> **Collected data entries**
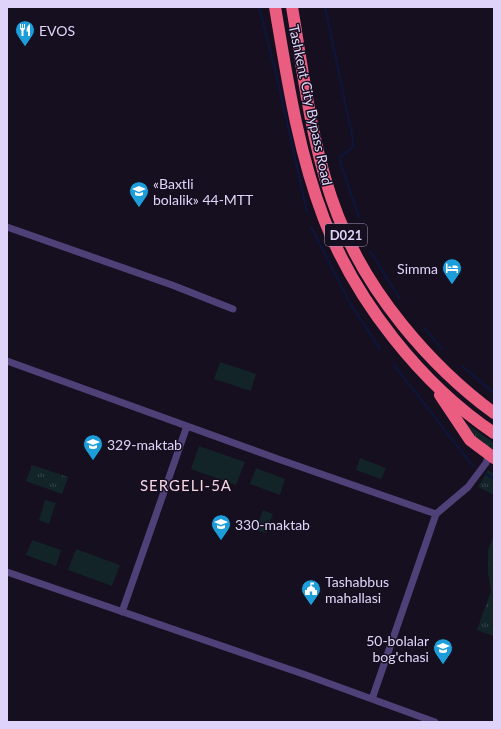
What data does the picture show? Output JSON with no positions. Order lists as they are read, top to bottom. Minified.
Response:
{"streets":{"highway":["Tashkent City Bypass Road","D021"]},"districts":["SERGELI-5A"],"places":{"restaurant":["EVOS"],"school or university":["«Baxtli bolalik» 44-MTT","329-maktab","330-maktab","50-bolalar bog'chasi"],"hotel":["Simma"],"public building":["Tashabbus mahallasi"]}}
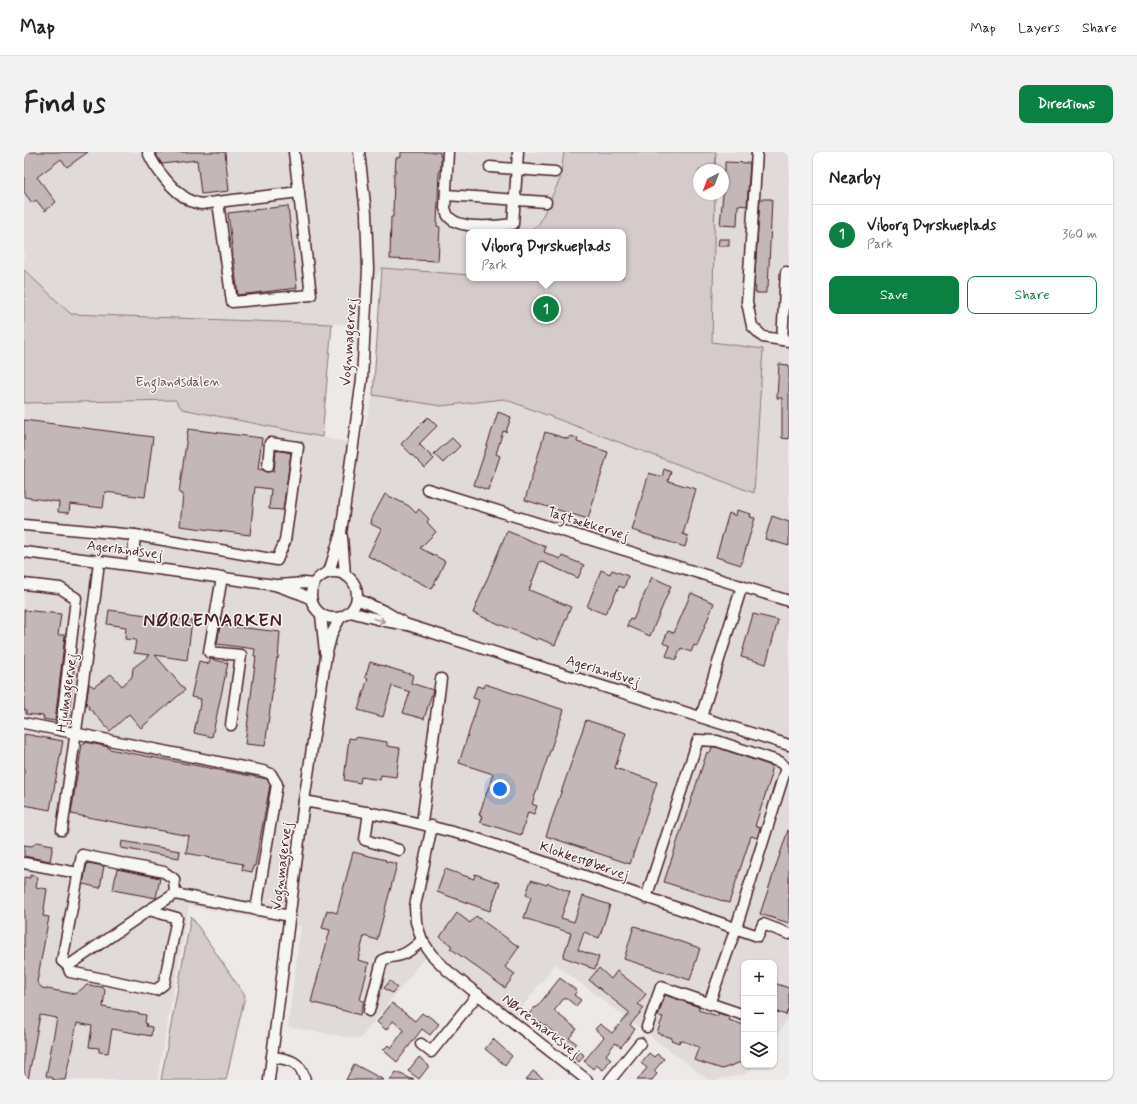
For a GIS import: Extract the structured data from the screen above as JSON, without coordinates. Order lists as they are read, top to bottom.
{
  "streets": {
    "street": [
      "Vognmagervej",
      "Tagtækkervej",
      "Agerlandsvej",
      "Hjulmagervej",
      "Klokkestøbervej",
      "Nørremarksvej"
    ]
  },
  "crossings": [
    ["Vognmagervej", "Agerlandsvej"],
    ["Vognmagervej", "Klokkestøbervej"],
    ["Agerlandsvej", "Hjulmagervej"],
    ["Klokkestøbervej", "Nørremarksvej"]
  ],
  "districts": ["NØRREMARKEN"],
  "parks": ["Englandsdalen"],
  "north": "bottom left",
  "page": {
    "header": "Map",
    "nav": ["Map", "Layers", "Share"],
    "buttons": [
      "Directions",
      ["Save", "Share"]
    ],
    "title": "Find us",
    "heading": "Nearby",
    "list": [
      {
        "mark": "1",
        "name": "Viborg Dyrskueplads",
        "note": "Park",
        "value": "360 m"
      }
    ],
    "popup": ["Viborg Dyrskueplads", "Park"],
    "pins": "1",
    "map_buttons": ["+", "−"]
  }
}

> **Exercise brief**
Please copy the data above character for character, skipping any pictures.

> **The completed task**
What data does the picture show? Output JSON with no positions. Order lists as they are read, top to bottom. Minified.
Response:
{"streets":{"highway":["Tashkent City Bypass Road","D021"]},"districts":["SERGELI-5A"],"places":{"restaurant":["EVOS"],"school or university":["«Baxtli bolalik» 44-MTT","329-maktab","330-maktab","50-bolalar bog'chasi"],"hotel":["Simma"],"public building":["Tashabbus mahallasi"]}}
For a GIS import: Extract the structured data from the screen above as JSON, without coordinates. Order lists as they are read, top to bottom.
{
  "streets": {
    "street": [
      "Vognmagervej",
      "Tagtækkervej",
      "Agerlandsvej",
      "Hjulmagervej",
      "Klokkestøbervej",
      "Nørremarksvej"
    ]
  },
  "crossings": [
    ["Vognmagervej", "Agerlandsvej"],
    ["Vognmagervej", "Klokkestøbervej"],
    ["Agerlandsvej", "Hjulmagervej"],
    ["Klokkestøbervej", "Nørremarksvej"]
  ],
  "districts": ["NØRREMARKEN"],
  "parks": ["Englandsdalen"],
  "north": "bottom left",
  "page": {
    "header": "Map",
    "nav": ["Map", "Layers", "Share"],
    "buttons": [
      "Directions",
      ["Save", "Share"]
    ],
    "title": "Find us",
    "heading": "Nearby",
    "list": [
      {
        "mark": "1",
        "name": "Viborg Dyrskueplads",
        "note": "Park",
        "value": "360 m"
      }
    ],
    "popup": ["Viborg Dyrskueplads", "Park"],
    "pins": "1",
    "map_buttons": ["+", "−"]
  }
}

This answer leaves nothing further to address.